Intelectuais comunistas: pensamento e vida partidária
Militantes orgânicos do Partido Comunista do Brasil ou livre pensadores simpáticos ao comunismo? A atuação e aceitação dos intelectuais afiliados ao PCB durante o século 20 é motivo de discussões até hoje, e o colóquio “Comunistas Brasileiros”, realizado na Faculdade de Filosofia, Letras e Ciências Humanas (FFLHC) da USP, não deixou de lançar novos olhares sobre o papel desempenhado na estrutura do Partido por dois historiadores politicamente engajados nas causas da esquerda: Caio Prado Júnior e Nelson Werneck Sodré, ambos com trajetórias e ideias pessoais que ora lhes aproximavam, ora lhes afastavam da estrutura partidária comunista.

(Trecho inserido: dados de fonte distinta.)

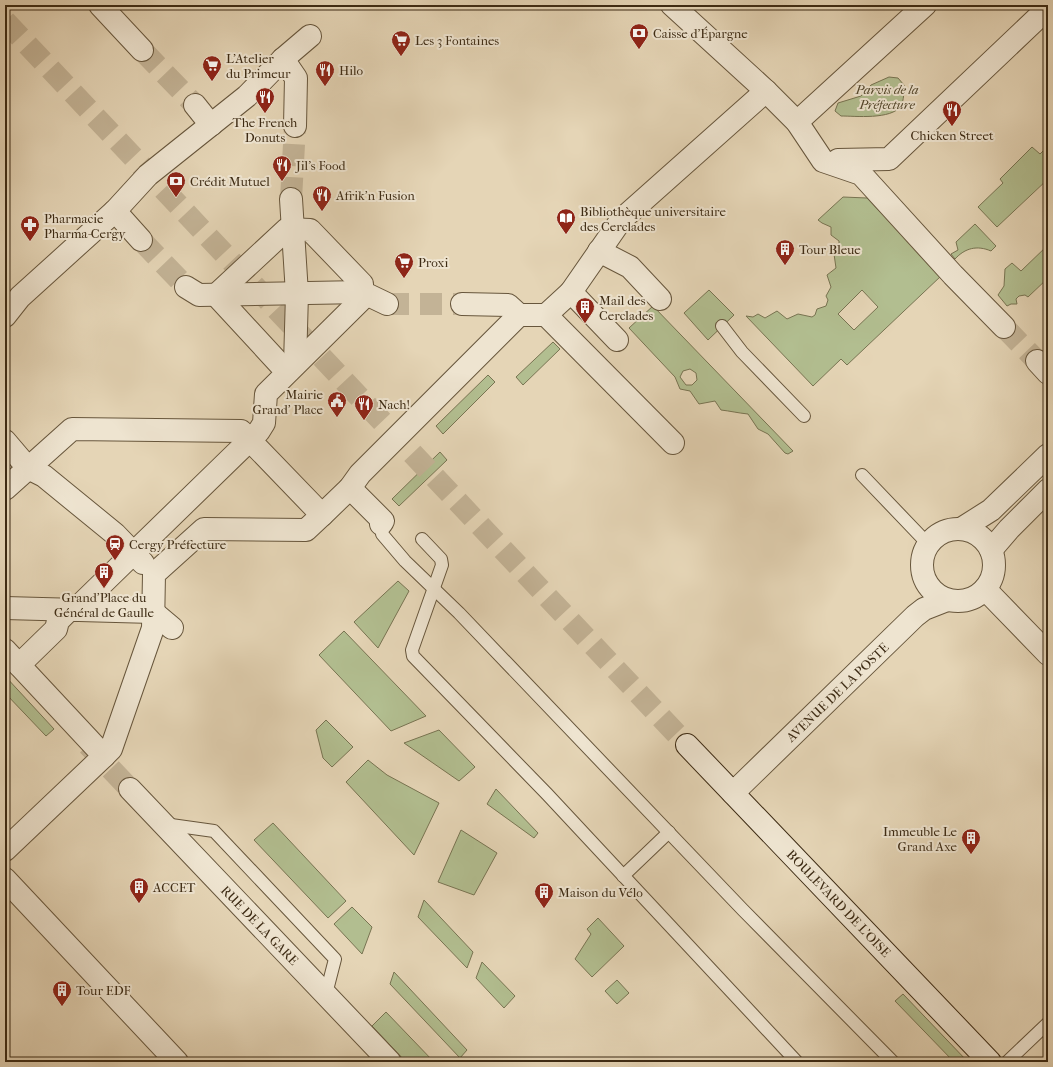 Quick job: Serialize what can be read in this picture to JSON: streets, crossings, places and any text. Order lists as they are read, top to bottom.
{
  "streets": {
    "street": ["AVENUE DE LA POSTE", "BOULEVARD DE L'OISE", "RUE DE LA GARE"]
  },
  "crossings": [
    ["AVENUE DE LA POSTE", "BOULEVARD DE L'OISE"]
  ],
  "parks": ["Parvis de la Préfecture"],
  "places": {
    "bank": ["Caisse d'Épargne", "Crédit Mutuel"],
    "supermarket": ["Les 3 Fontaines", "L'Atelier du Primeur", "Proxi"],
    "restaurant": [
      "Hilo",
      "The French Donuts",
      "Chicken Street",
      "Jil's Food",
      "Afrik'n Fusion",
      "Nach!"
    ],
    "library": ["Bibliothèque universitaire des Cerclades"],
    "pharmacy": ["Pharmacie Pharma-Cergy"],
    "building": [
      "Tour Bleue",
      "Mail des Cerclades",
      "Grand'Place du Général de Gaulle",
      "Immeuble Le Grand Axe",
      "ACCET",
      "Maison du Vélo",
      "Tour EDF"
    ],
    "public building": ["Mairie Grand' Place"],
    "station": ["Cergy Préfecture"]
  }
}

Caio Prado Júnior filiou-se ao PCB em 1931, antes de escrever suas principais obras sobre a formação histórica do Brasil. Nessa época, explica o pesquisador Lincoln Secco, da USP, aderir ao comunismo era o mesmo que converter-se a uma religião — no caso, uma espécie de fé laica. “Ser comunista era uma condição ontológica”, compara. “Depois, com o avanço das ideias pecebistas no Brasil, a adesão foi se tornando cada vez mais uma troca de prestígio: a presença do intelectual legitimava o Partido e o Partido oferecia uma máquina para a difusão de suas obras e ideias”, pondera. “Naquela época, porém, ser comunista era como ser cristão. A identificação era muito forte.”
Lincoln Secco acredita que a característica da militância nos anos trinta ajuda a entender as razões pelas quais Caio Prado Júnior afiliou-se ao PCB. Naturalmente, não foi uma questão de classe. O intelectual já era rico antes de decidir-se pelo comunismo. Sua saúde bancária, aliás, ajudava a financiar o Partido. Com o dinheiro que tinha, colocou gráficas a serviço do PCB, e sua posição social auxiliava na arrecadação de recursos e na interlocução dos comunistas com membros da elite paulista, sobretudo na época em que o pecebismo apostava numa aliança com a burguesia nacional para desbancar o imperialismo norte-americano.
O pesquisador da USP colheu testemunhos de ex-comunistas que garantem: Caio Prado Júnior era um militante muito disciplinado, que ouvia muito e falava pouco durante as reuniões, e que tinha atuação exemplar dentro de sua célula. “Apenas discutia questões relativas ao Brasil, nunca se manifestava sobre os temas da União Soviética”, explica Lincoln Secco. Mesmo assim, jamais foi totalmente aceito dentro das engrenagens do PCB. “Existia a avaliação de que Caio Prado Júnior não passava de um burguês.” Talvez por isso nunca tenha assumido posições de liderança dentro da estrutura partidária ou tentado influenciar os rumos do Partido com suas ideias.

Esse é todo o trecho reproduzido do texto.